_Dataset entries_
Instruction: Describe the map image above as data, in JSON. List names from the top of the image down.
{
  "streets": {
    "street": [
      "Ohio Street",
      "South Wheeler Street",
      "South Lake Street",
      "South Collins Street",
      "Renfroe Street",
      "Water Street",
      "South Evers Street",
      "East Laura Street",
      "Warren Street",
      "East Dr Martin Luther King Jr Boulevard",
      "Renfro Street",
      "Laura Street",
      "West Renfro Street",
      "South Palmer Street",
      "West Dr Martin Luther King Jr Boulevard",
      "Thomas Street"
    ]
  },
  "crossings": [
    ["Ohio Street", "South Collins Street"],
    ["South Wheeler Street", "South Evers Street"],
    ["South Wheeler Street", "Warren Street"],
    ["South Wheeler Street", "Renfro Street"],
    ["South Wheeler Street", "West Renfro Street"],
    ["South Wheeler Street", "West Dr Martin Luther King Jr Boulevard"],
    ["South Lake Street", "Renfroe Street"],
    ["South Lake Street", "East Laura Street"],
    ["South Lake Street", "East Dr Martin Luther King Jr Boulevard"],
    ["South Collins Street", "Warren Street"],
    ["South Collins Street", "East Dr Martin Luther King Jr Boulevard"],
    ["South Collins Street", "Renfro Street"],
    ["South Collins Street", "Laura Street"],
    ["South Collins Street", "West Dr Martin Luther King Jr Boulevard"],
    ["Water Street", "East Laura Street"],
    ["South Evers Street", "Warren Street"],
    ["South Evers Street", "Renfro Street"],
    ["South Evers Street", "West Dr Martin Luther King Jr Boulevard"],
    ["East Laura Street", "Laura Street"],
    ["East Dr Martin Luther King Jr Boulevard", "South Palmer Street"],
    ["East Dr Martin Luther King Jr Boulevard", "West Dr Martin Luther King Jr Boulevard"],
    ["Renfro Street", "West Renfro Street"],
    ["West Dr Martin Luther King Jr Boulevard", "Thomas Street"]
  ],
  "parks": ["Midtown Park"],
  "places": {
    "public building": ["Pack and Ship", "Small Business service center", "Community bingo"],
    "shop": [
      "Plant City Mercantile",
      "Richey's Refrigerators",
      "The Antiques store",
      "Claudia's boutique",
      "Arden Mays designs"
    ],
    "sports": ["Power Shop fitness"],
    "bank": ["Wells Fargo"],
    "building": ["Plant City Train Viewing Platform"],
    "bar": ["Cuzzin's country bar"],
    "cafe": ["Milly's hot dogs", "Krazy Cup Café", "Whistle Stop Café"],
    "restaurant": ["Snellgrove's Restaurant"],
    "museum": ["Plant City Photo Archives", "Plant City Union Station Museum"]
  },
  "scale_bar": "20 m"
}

_Work item_
Count every line above that holds the word "Plant", and state the number and nothing more.

_Expected answer_
3